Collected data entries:

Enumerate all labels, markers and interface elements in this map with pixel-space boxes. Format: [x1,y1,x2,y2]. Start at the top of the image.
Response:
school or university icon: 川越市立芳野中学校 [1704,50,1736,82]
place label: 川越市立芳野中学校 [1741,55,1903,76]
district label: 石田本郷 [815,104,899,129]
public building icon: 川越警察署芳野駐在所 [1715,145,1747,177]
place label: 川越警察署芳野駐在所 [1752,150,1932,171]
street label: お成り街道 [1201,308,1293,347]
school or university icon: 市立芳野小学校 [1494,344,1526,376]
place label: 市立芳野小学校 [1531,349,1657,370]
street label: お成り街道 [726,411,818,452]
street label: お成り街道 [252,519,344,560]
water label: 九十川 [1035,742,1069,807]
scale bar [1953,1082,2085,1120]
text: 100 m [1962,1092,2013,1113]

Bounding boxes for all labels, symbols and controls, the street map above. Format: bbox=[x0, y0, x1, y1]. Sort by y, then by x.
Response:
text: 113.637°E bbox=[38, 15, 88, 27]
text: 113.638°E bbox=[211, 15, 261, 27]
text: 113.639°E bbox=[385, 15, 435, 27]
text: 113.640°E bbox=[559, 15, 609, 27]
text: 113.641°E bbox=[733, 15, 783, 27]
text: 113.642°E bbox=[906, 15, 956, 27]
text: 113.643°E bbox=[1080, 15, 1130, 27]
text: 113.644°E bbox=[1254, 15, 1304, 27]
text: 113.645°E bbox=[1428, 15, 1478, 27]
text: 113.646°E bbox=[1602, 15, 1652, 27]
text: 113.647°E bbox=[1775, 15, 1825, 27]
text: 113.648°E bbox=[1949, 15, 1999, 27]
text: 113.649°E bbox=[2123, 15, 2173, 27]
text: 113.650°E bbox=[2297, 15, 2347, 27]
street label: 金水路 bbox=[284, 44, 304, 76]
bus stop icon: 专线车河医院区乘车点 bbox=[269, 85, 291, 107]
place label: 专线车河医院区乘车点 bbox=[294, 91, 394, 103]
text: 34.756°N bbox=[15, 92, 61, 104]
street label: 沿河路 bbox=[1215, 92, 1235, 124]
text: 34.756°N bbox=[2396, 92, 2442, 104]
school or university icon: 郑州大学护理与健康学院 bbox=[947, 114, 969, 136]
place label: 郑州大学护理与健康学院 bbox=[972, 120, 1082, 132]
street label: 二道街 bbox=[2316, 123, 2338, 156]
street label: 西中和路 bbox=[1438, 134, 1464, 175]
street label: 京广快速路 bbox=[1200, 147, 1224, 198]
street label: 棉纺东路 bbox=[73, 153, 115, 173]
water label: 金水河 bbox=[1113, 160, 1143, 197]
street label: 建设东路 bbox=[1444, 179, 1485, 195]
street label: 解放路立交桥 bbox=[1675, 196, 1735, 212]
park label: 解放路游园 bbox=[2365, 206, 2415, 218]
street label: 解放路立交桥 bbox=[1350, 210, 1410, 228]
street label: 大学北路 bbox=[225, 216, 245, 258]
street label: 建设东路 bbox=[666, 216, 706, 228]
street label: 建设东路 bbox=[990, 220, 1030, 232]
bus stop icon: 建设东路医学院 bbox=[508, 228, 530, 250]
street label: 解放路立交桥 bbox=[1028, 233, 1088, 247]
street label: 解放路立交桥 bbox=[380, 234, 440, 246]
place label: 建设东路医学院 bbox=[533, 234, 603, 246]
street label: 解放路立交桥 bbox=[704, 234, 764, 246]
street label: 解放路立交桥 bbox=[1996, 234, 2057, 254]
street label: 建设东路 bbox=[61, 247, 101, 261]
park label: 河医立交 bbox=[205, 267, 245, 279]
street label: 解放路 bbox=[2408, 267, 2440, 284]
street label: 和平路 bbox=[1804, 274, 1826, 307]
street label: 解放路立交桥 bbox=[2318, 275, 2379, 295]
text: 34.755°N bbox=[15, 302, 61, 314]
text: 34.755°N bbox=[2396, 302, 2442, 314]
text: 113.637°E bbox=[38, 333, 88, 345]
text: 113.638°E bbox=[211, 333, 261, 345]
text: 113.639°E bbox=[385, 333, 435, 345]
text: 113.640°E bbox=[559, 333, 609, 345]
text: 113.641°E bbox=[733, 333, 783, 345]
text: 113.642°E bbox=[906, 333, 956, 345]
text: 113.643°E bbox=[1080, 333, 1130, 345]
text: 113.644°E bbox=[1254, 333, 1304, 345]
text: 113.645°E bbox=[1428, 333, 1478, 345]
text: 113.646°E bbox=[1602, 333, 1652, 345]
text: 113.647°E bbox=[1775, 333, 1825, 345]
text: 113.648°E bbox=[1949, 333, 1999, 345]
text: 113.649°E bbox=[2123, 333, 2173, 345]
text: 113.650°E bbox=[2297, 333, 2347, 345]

Exercise goal.
If a line in the data holds the word "university", count it, then state the total alone.

Answer box.
3